General Motors reopens its birthplace, the historic “Factory One,” in Flint, Michigan
One hundred and thirty-one years ago, on the banks of the Flint River, William Crapo “Billy” Durant and his partner Josiah Dallas Dort opened the Flint Road Cart Company in downtown Flint, Mich., to build horse-drawn carriages. No one could have known they were creating the birthplace of what would become General Motors.
The brick building on Water Street eventually became known as the Durant-Dort Carriage Company, and its success as one of the largest carriage companies in America was the springboard for Durant to take control of Buick Motor Co. and, in 1908, to form General Motors. In 1911, Durant co-founded Chevrolet Motor Company with Louis C. Chevrolet and other Flint investors. Dort, for his part, went on to found the short-lived Dort Motor Company, but a highway in Flint still bears his name.
Factory One, as the brick building became known, had fallen into disrepair by 2012, when Mark Reuss, GM’s executive vice president for product development and a man keenly aware of General Motors history, launched a campaign for GM to buy the building. In a statement, Reuss noted that “Factory One sparked the global auto industry and was a catalyst in the formation of General Motors.
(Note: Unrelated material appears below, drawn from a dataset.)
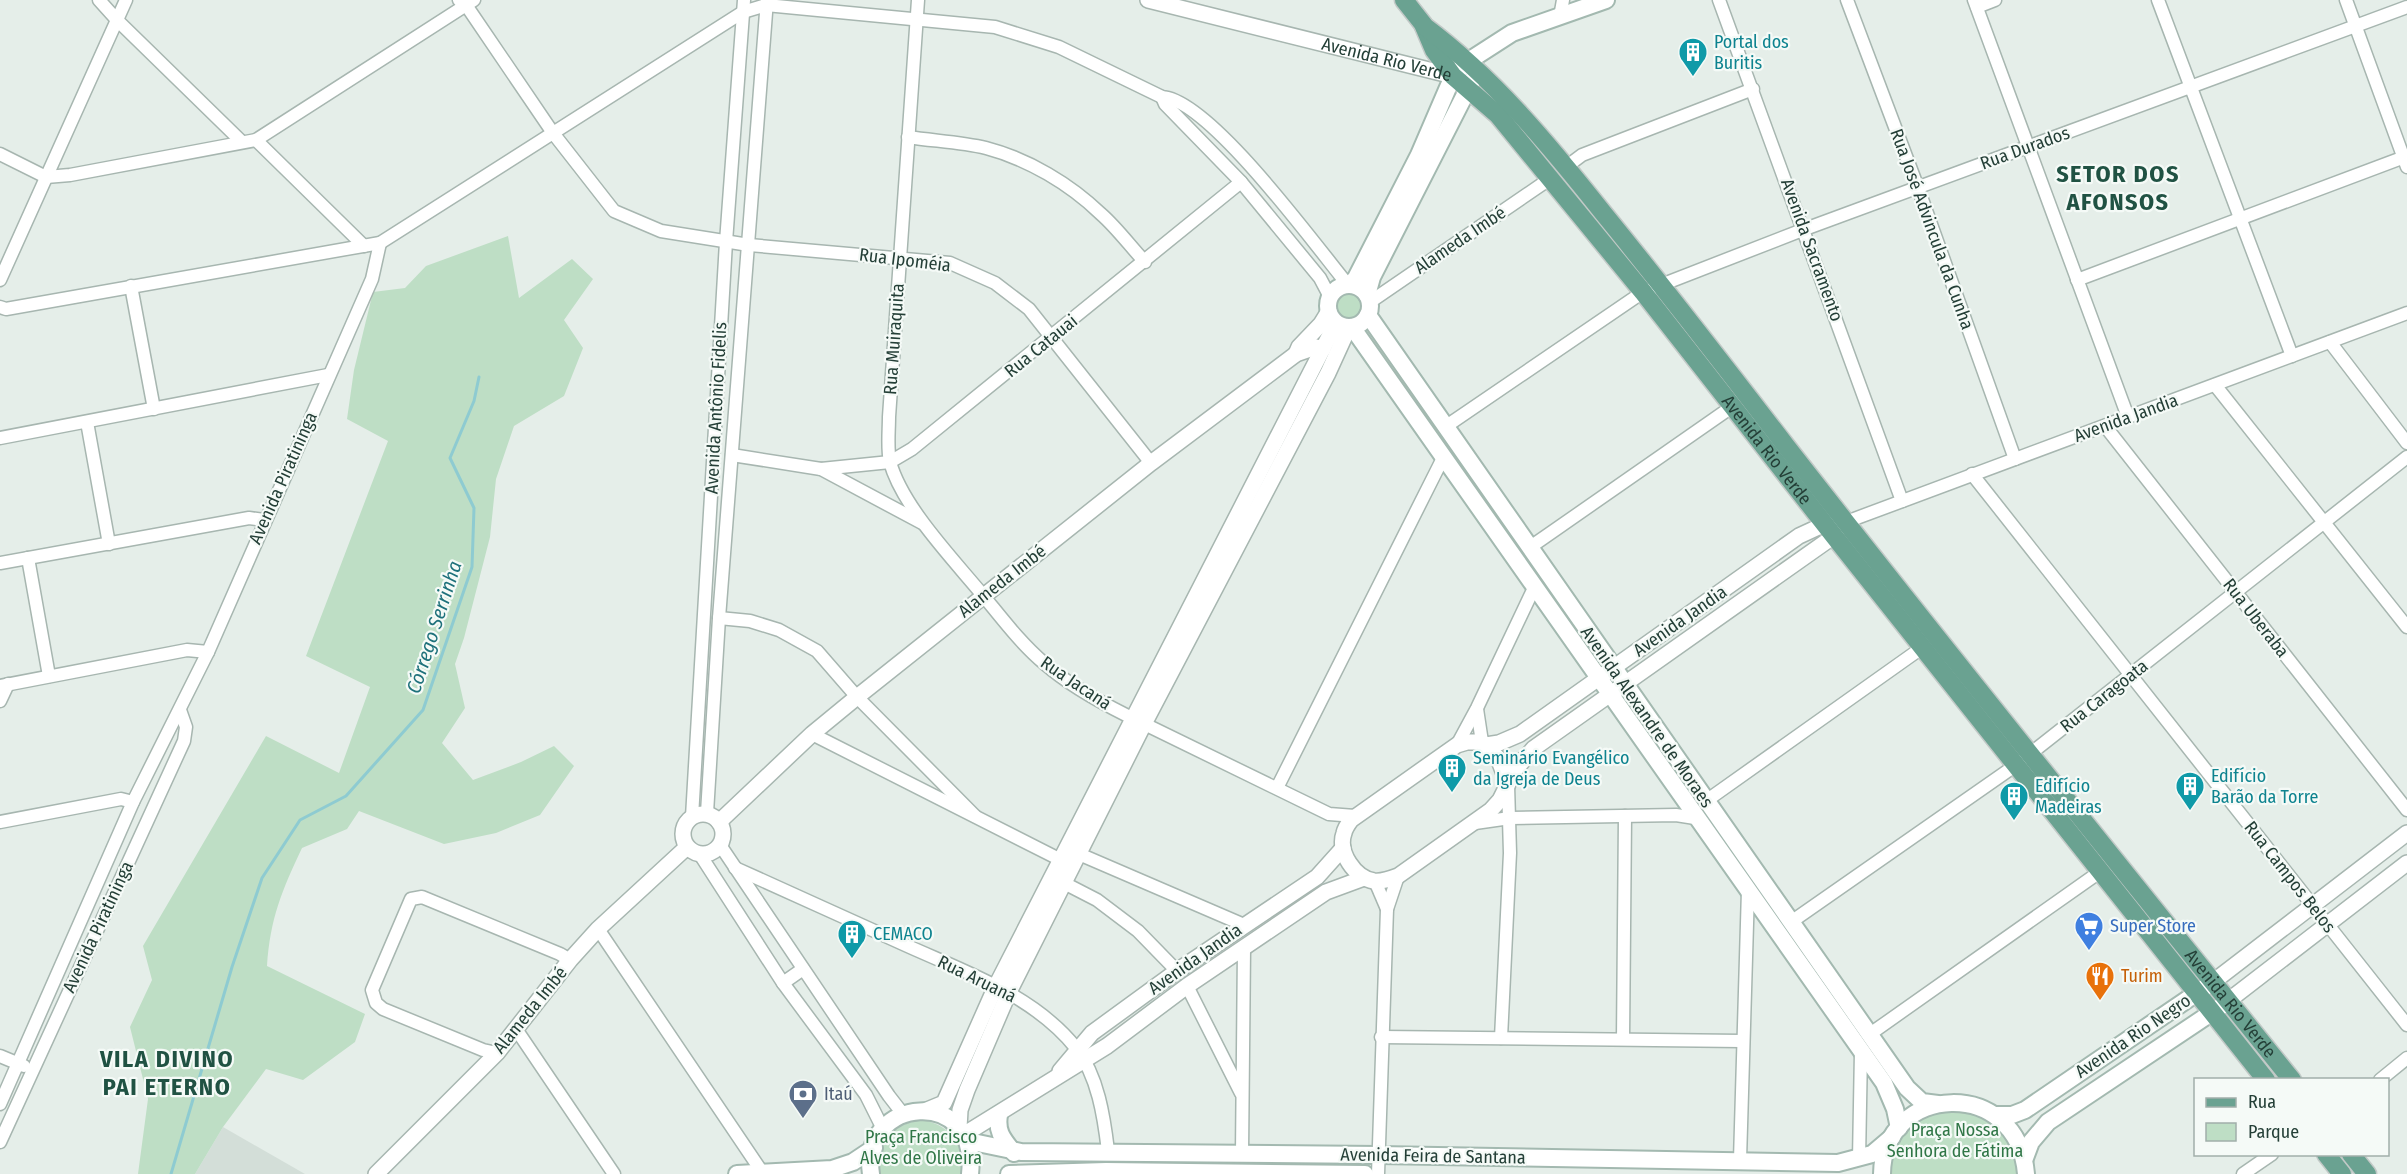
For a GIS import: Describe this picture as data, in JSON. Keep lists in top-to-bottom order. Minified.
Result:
{"streets":{"main road":["Avenida Rio Verde","Avenida Alexandre de Moraes","Avenida Rio Negro","Avenida Feira de Santana"],"street":["Rua Durados","Rua José Advincula da Cunha","Alameda Imbé","Avenida Sacramento","Rua Ipoméia","Rua Muiraquita","Rua Catauai","Avenida Antônio Fidelis","Avenida Jandia","Avenida Piratininga","Rua Uberaba","Rua Jacaná","Rua Caragoata","Rua Campos Belos","Rua Aruaná"]},"crossings":[["Avenida Rio Verde","Rua Durados"],["Avenida Rio Verde","Alameda Imbé"],["Avenida Rio Verde","Avenida Jandia"],["Avenida Rio Verde","Rua Caragoata"],["Avenida Rio Verde","Avenida Rio Negro"],["Rua Durados","Rua José Advincula da Cunha"],["Rua Durados","Avenida Sacramento"],["Rua Durados","Avenida Alexandre de Moraes"],["Rua José Advincula da Cunha","Avenida Jandia"],["Alameda Imbé","Rua Ipoméia"],["Alameda Imbé","Avenida Antônio Fidelis"],["Alameda Imbé","Rua Jacaná"],["Alameda Imbé","Avenida Alexandre de Moraes"],["Avenida Sacramento","Avenida Jandia"],["Rua Ipoméia","Rua Muiraquita"],["Rua Ipoméia","Rua Catauai"],["Rua Ipoméia","Avenida Antônio Fidelis"],["Rua Muiraquita","Rua Catauai"],["Rua Muiraquita","Rua Jacaná"],["Rua Muiraquita","Avenida Alexandre de Moraes"],["Rua Catauai","Rua Jacaná"],["Rua Catauai","Avenida Alexandre de Moraes"],["Avenida Antônio Fidelis","Rua Jacaná"],["Avenida Antônio Fidelis","Avenida Alexandre de Moraes"],["Avenida Jandia","Rua Uberaba"],["Avenida Jandia","Avenida Alexandre de Moraes"],["Avenida Jandia","Rua Campos Belos"],["Avenida Jandia","Rua Aruaná"],["Avenida Jandia","Avenida Feira de Santana"],["Rua Uberaba","Rua Caragoata"],["Rua Caragoata","Avenida Alexandre de Moraes"],["Rua Caragoata","Rua Campos Belos"],["Avenida Alexandre de Moraes","Avenida Feira de Santana"],["Rua Campos Belos","Avenida Rio Negro"],["Rua Aruaná","Avenida Feira de Santana"]],"districts":["SETOR DOS AFONSOS","VILA DIVINO PAI ETERNO"],"water":["Córrego Serrinha"],"parks":["Praça Nossa Senhora de Fátima","Praça Francisco Alves de Oliveira"],"places":{"building":["Portal dos Buritis","Seminário Evangélico da Igreja de Deus","Edifício Barão da Torre","Edifício Madeiras","CEMACO"],"supermarket":["Super Store"],"restaurant":["Turim"],"bank":["Itaú"]},"legend":["Rua","Parque"]}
It preserves the stories of the early visionaries who built a brand-new industry in this city, within the very walls of where it happened.” During today’s announcement, Reuss was presented with a framed copy of a 1978 Motor Trend cover featuring his father, Lloyd Reuss, former GM president, Buick chief, and father of the Regal GNX. No wonder Mark Reuss recognized the significance of Factory One: The man has GM in his blood.
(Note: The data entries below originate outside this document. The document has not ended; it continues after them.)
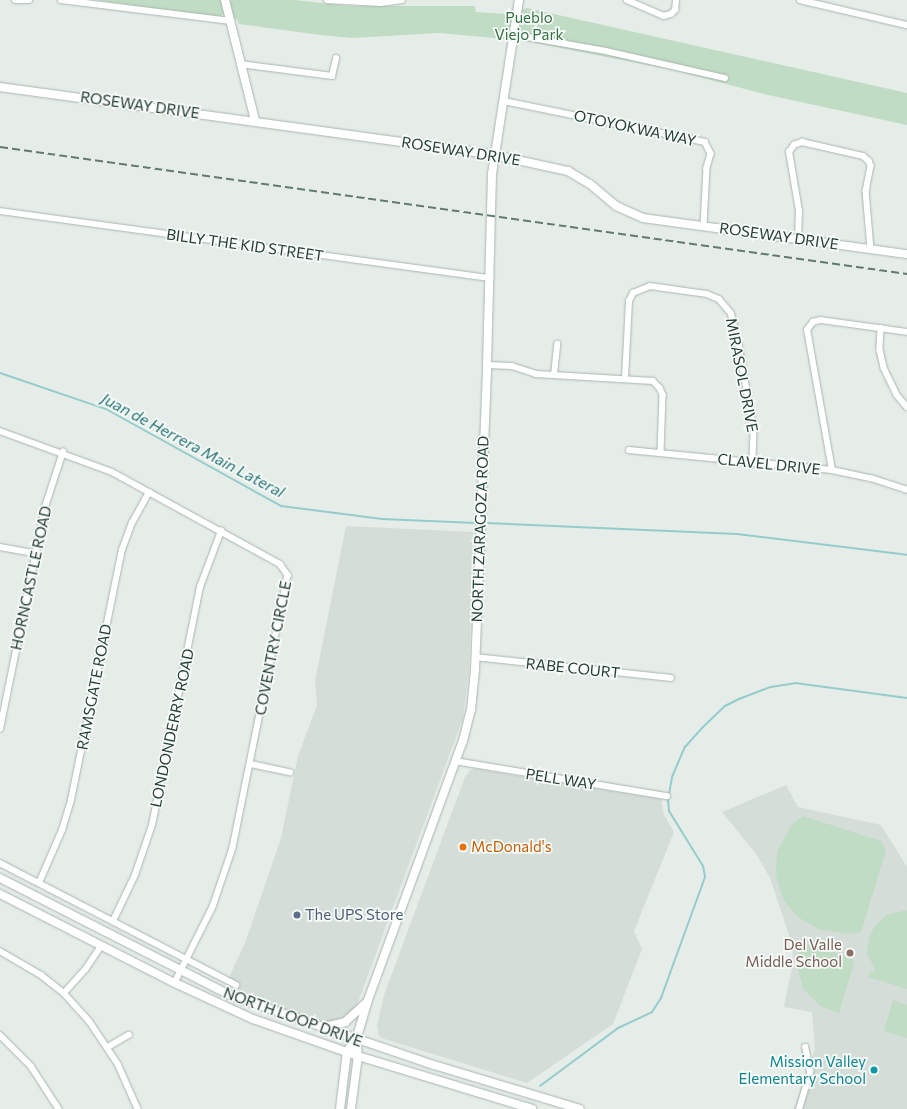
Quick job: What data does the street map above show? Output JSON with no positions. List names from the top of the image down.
{
  "streets": {
    "main road": ["ROSEWAY DRIVE", "NORTH ZARAGOZA ROAD", "NORTH LOOP DRIVE"],
    "street": [
      "OTOYOKWA WAY",
      "BILLY THE KID STREET",
      "MIRASOL DRIVE",
      "CLAVEL DRIVE",
      "HORNCASTLE ROAD",
      "COVENTRY CIRCLE",
      "RABE COURT",
      "RAMSGATE ROAD",
      "LONDONDERRY ROAD",
      "PELL WAY"
    ]
  },
  "crossings": [
    ["ROSEWAY DRIVE", "OTOYOKWA WAY"],
    ["ROSEWAY DRIVE", "NORTH ZARAGOZA ROAD"],
    ["OTOYOKWA WAY", "NORTH ZARAGOZA ROAD"],
    ["BILLY THE KID STREET", "NORTH ZARAGOZA ROAD"],
    ["MIRASOL DRIVE", "CLAVEL DRIVE"],
    ["NORTH ZARAGOZA ROAD", "RABE COURT"],
    ["NORTH ZARAGOZA ROAD", "PELL WAY"],
    ["NORTH ZARAGOZA ROAD", "NORTH LOOP DRIVE"],
    ["HORNCASTLE ROAD", "COVENTRY CIRCLE"],
    ["COVENTRY CIRCLE", "RAMSGATE ROAD"],
    ["COVENTRY CIRCLE", "LONDONDERRY ROAD"],
    ["COVENTRY CIRCLE", "NORTH LOOP DRIVE"]
  ],
  "water": ["Juan de Herrera Main Lateral"],
  "parks": ["Pueblo Viejo Park"],
  "places": [
    "McDonald's",
    "The UPS Store",
    "Del Valle Middle School",
    "Mission Valley Elementary School"
  ]
}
After a thorough restoration that showcases the building’s original wood ceiling rafters and brick walls, Factory One officially reopened today as a repository of GM history, including the papers of William C. Durant, Charles F. Kettering, and many other GM executives; a community event space; and the home of the nearby Kettering University’s (formerly General Motors Institute) GM archives.
Singer, songwriter, and Virginia farmer Daniel “Duke” Durant Merrick, great-grandson of William C. Durant, was present.